Even soft tissues preserved in this way are not always easy to disassemble. To understand the anatomy of V. rhodanica, Rowe and her team took the fossils to the European Synchrotron Radiation Center in France, where they were subjected to non-invasive 3D imaging.

“The fossils are on small slabs that are very difficult to scan,” Rowe explains.

“In addition, the soft tissues were preserved, but we needed phase contrast imaging to visualize subtle changes in density in the data.”

Therefore, the coherence of the ID19 ESRF beamline was very important to perform phase contrast computed tomography and capture all the fine details such as suckers and small fleshy extensions called cirri.”
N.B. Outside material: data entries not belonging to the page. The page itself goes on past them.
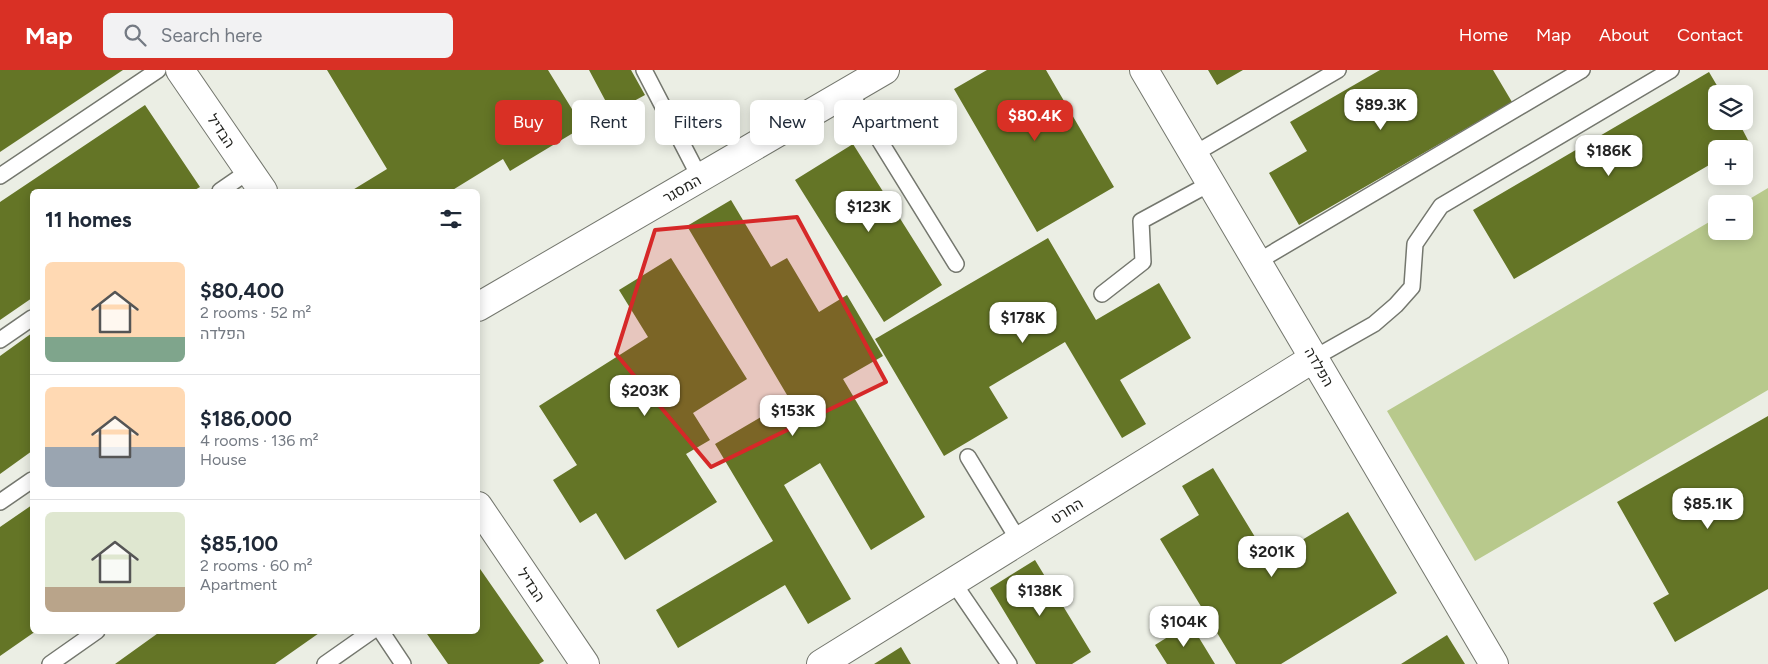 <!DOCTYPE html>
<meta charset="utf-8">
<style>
body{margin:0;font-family:Figtree,Heebo,sans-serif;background:#f2f2f3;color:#1f2937;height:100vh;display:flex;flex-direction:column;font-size:19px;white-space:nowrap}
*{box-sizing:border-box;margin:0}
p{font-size:16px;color:#747a83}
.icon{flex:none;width:28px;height:28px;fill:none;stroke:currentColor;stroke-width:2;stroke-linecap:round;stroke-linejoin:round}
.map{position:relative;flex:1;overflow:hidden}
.side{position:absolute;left:30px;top:119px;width:450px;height:445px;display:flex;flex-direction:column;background:#fff;border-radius:8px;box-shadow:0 2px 12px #0003}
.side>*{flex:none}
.top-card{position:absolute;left:495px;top:30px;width:475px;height:45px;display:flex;gap:10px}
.tools{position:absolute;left:1708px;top:15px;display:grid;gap:10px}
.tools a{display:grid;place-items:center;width:45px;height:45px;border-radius:8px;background:#fff;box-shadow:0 2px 12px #0003;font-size:25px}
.price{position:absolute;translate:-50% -42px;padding:0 11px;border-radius:10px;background:#fff;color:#222;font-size:16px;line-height:32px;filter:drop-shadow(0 1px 2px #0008)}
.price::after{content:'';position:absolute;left:50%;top:30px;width:15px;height:11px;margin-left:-8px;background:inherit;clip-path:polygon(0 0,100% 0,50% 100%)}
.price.active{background:#d93025;color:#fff}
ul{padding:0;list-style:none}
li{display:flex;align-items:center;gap:15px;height:125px;padding:0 15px}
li+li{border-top:1px solid #e0e1e3}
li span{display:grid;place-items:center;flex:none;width:140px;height:100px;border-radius:8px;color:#555}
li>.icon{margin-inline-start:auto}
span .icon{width:60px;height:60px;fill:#fffc;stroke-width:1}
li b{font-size:21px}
h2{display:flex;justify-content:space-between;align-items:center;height:60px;padding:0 15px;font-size:21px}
.pill{padding:0 18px;border-radius:8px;background:#fff;box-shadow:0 2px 12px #0003;font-size:18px;line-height:45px}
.pill.active{background:#d93025;color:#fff}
header{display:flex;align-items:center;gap:30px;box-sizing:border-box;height:70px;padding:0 25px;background:#d93025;color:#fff}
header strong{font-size:24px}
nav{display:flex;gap:28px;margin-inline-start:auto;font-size:18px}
.search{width:350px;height:45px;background:#f2f2f3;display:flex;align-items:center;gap:12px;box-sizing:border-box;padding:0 18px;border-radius:8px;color:#747a83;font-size:19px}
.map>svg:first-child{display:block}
.green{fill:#b8c98c}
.building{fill:#647526}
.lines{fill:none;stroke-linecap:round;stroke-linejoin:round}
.service-casing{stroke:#74776e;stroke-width:18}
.minor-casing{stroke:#74776e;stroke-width:30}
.service{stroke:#fff;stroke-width:15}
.minor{stroke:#fff;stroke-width:28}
.marked{fill:#d62828;fill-opacity:0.2;stroke:#d62828;stroke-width:4;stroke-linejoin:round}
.labels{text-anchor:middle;stroke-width:5;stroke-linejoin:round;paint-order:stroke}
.street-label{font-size:15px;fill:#242521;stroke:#fff}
</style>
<header>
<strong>Map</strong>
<div class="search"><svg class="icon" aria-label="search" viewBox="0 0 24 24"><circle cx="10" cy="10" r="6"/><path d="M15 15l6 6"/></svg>Search here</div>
<nav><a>Home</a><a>Map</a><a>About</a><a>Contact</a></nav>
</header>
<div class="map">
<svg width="1768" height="594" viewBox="0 0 1768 594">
<rect width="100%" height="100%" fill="#ebeee4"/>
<!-- green -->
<path class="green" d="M1768 118V320L1475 491 1387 341 1716 148V161H1744V134H1741Z"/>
<!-- building -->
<path class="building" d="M0 0H123L0 82Z
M327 0H548L583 57 510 101 503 89 451 121H351L387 99Z
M589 0H631L645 25 612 43Z
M987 0H1046L1114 117 1037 162 954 19Z
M1208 0H1243L1217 15Z
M1380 0H1493L1512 32 1299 155 1269 103 1307 81 1290 52Z
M1709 2 1722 24H1716V51H1738L1749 72 1737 79H1716V91L1514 209 1473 140Z
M145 35 200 117 193 121H32V228L0 250V132Z
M853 74 942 215 884 252 795 110Z
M731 130 771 197 787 188 819 242 847 225 883 286 843 309 925 447 871 480 820 393 784 415 851 529 808 554 785 515 678 578 656 540 773 471 715 374 790 330 687 156Z
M1048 168 1096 250 1159 213 1191 268 1120 310 1146 354 1122 368 1065 272 989 317 1008 348 944 386 875 269Z
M671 188 747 309 693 343 710 370 686 384 717 432 625 490 596 443 580 453 553 410 577 395 539 336 648 267 619 220Z
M32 263V381L0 404V286Z
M1768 346V519L1675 572 1653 533 1669 524 1617 432Z
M1213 398 1269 490 1348 442 1397 523 1281 594H1236L1160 469 1199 445 1182 416Z
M32 435V561H36L0 586V457Z
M1035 490 1091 582 1072 594H1036L990 518Z
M478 496 544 591 539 594H448L425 561H478Z
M1190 553 1215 594H1167L1155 575Z
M161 561H322L275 594H115Z
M1447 565 1465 594H1401Z
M901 577 911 594H874Z"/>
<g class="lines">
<!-- service casing -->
<g class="service-casing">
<path id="service" d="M644 0 700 108
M849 21 956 194
M1194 84 1338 0
M0 106 158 0
M220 121 249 101
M1257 192 1582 0
M1102 224 1143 192 1141 151 1211 113
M0 270 32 248
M1314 288 1374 254 1396 235 1412 217 1415 174 1441 136 1671 0
M968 387 1019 471
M0 432 32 410
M953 512 1009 594
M381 561 403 594
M50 594 97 561
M325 594 372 561"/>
</g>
<!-- minor casing -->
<g class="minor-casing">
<path id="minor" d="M180 0 263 121
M1144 0 1494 594
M478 237 885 0
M478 436 585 594
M821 594 1314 288"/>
</g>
<!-- service -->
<use href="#service" class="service"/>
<!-- minor -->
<use href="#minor" class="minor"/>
</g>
<!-- marked area -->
<path class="marked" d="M797 147 886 312 711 397 616 284 655 160Z"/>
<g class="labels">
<!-- street labels -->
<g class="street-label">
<text transform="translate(221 61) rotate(56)" y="5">הבדיל</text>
<text transform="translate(682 119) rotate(-30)" y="5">המסגר</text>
<text transform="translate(1319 297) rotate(60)" y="5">הפלדה</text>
<text transform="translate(1067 441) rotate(-32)" y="5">החרט</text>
<text transform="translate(531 515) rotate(56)" y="5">הבדיל</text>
</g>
</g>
</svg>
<div class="tools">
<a><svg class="icon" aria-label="layers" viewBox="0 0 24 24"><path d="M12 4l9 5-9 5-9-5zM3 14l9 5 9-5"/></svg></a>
<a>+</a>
<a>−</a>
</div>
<b class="price" style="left:1381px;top:61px">$89.3K</b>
<b class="price active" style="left:1035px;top:72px">$80.4K</b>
<b class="price" style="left:1609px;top:107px">$186K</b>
<b class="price" style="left:869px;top:163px">$123K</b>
<b class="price" style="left:1023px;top:274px">$178K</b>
<b class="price" style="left:645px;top:347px">$203K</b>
<b class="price" style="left:793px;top:367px">$153K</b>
<b class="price" style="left:1708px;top:460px">$85.1K</b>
<b class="price" style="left:1272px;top:508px">$201K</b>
<b class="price" style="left:1040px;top:547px">$138K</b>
<b class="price" style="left:1184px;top:578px">$104K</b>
<div class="top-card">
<a class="pill active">Buy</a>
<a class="pill">Rent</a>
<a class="pill">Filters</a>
<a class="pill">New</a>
<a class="pill">Apartment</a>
</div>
<section class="side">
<h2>11 homes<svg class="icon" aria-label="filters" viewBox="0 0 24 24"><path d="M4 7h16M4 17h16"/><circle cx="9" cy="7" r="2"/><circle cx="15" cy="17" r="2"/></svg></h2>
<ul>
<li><span style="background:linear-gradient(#ffd9b3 75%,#7fa58c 0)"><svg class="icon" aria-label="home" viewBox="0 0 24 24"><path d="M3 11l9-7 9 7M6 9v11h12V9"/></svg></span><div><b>$80,400</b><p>2 rooms · 52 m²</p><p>הפלדה</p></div></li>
<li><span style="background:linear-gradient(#ffd9b3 60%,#9aa5b1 0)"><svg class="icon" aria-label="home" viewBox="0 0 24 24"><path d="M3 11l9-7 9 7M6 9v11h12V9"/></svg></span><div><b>$186,000</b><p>4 rooms · 136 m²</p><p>House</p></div></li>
<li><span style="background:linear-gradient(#dfe7d0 75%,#b9a48a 0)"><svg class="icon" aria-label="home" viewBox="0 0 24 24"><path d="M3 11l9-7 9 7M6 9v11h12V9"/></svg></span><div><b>$85,100</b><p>2 rooms · 60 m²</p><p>Apartment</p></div></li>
</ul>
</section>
</div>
The scan revealed some interesting differences between V. rhodanica and V. infernalis, which is currently the only living member of the order Vampyromorph.

Both species are relatively small (the first is only 10 centimeters or 4 inches long), with an oval body flanked by two small fins. Both also have small, fleshy protrusions called cirri coming out of their hands.

However, none of the V. rhodanica fossils showed evidence of thread-like food siphons—instead, there was an elongated pair of arms with a unique arrangement of suckers.

These two specialized dorsal arms have stronger, more muscular cirri and suckers at the ends. In V. infernalis, the cirri are smaller, and the suckers are located only at the ends of the arms farthest from the body. Moreover, they seem to be passive; he does not use them to capture prey.

“We think that the morphology and arrangement of V. rhodanica’s suckers and cirri in the differentiated crown of the hand allowed V. rhodanica to increase its absorptive and sensory potential compared to the modern form and helped them manipulate and hold prey,” says Rowe.

In other words, V. rhodanica has what it takes to be an active predator in the pelagic seas, with more sensitive senses and the ability to capture prey. V. infernalis is more peaceful and opportunistic.

Although related, the two species occupy different ecological niches…neither of which has anything to do with vampirism. Well, okay.

In the Oligocene, about 30 million years ago, vampire squids already lived at depth, crouching and waiting for organic remains to fall into their hungry embrace.

Over the past millions of years, vampire squids have significantly changed their way of life. How and why this happened will be the subject of future research…if fossils can be found.